◆ WHAT TO PRODUCE: Your task is to repeat the records exactly from the line containing "Input: one rendered" onward, through the final line.
________
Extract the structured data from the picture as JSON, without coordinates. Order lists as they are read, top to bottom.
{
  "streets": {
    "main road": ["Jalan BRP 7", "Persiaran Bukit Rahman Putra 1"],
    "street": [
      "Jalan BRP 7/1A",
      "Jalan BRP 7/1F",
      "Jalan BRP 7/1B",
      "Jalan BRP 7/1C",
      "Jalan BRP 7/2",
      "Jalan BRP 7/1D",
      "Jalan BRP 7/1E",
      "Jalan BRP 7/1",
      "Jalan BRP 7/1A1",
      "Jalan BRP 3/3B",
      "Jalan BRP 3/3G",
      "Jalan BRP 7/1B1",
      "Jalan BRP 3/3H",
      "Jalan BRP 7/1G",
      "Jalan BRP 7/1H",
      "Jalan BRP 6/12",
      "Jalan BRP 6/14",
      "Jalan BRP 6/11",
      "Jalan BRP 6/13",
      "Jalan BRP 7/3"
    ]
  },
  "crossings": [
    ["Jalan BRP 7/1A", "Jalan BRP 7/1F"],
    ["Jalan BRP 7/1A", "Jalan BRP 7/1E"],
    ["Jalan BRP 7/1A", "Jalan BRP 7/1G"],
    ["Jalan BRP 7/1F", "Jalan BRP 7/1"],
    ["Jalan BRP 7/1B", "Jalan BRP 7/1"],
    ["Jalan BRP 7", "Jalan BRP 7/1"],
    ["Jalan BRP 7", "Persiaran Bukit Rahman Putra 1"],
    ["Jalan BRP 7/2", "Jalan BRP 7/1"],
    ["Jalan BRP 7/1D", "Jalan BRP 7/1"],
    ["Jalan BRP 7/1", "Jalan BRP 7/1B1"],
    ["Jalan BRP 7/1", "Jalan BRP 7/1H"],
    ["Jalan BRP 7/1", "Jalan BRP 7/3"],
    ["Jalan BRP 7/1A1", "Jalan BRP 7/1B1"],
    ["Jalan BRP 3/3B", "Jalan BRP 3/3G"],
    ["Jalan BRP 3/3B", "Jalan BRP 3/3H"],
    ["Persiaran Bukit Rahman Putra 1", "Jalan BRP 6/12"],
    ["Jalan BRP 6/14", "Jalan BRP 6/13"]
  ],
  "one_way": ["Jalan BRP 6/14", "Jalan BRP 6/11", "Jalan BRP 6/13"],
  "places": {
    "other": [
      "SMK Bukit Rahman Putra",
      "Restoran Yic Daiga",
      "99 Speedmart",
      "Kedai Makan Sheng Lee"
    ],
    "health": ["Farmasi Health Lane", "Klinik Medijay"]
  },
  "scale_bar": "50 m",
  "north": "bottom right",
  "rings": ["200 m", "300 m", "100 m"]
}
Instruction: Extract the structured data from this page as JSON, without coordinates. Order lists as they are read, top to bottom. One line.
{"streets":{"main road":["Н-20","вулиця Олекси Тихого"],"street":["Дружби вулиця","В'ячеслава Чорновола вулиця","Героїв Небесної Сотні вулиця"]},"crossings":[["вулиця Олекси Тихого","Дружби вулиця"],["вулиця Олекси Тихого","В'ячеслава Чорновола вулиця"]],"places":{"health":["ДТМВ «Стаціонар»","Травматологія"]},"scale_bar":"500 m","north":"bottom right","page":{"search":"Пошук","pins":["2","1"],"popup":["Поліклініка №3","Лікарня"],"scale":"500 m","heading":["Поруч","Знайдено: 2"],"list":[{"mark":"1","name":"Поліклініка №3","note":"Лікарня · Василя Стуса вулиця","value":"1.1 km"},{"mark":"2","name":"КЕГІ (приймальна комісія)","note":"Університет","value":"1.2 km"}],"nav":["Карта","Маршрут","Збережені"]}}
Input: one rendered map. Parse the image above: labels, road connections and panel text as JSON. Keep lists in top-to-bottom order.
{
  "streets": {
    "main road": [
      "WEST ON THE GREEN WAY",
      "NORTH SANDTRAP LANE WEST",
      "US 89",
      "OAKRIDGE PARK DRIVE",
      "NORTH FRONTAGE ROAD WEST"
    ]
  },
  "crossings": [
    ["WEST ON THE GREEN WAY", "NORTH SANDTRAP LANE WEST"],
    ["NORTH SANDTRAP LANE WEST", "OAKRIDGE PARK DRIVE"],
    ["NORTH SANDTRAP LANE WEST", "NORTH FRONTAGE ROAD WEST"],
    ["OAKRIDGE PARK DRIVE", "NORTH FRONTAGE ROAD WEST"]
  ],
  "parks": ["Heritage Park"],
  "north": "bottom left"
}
________
◆ ANSWER TO THIS EXERCISE:
Input: one rendered map. Parse the image above: labels, road connections and panel text as JSON. Keep lists in top-to-bottom order.
{
  "streets": {
    "main road": [
      "WEST ON THE GREEN WAY",
      "NORTH SANDTRAP LANE WEST",
      "US 89",
      "OAKRIDGE PARK DRIVE",
      "NORTH FRONTAGE ROAD WEST"
    ]
  },
  "crossings": [
    ["WEST ON THE GREEN WAY", "NORTH SANDTRAP LANE WEST"],
    ["NORTH SANDTRAP LANE WEST", "OAKRIDGE PARK DRIVE"],
    ["NORTH SANDTRAP LANE WEST", "NORTH FRONTAGE ROAD WEST"],
    ["OAKRIDGE PARK DRIVE", "NORTH FRONTAGE ROAD WEST"]
  ],
  "parks": ["Heritage Park"],
  "north": "bottom left"
}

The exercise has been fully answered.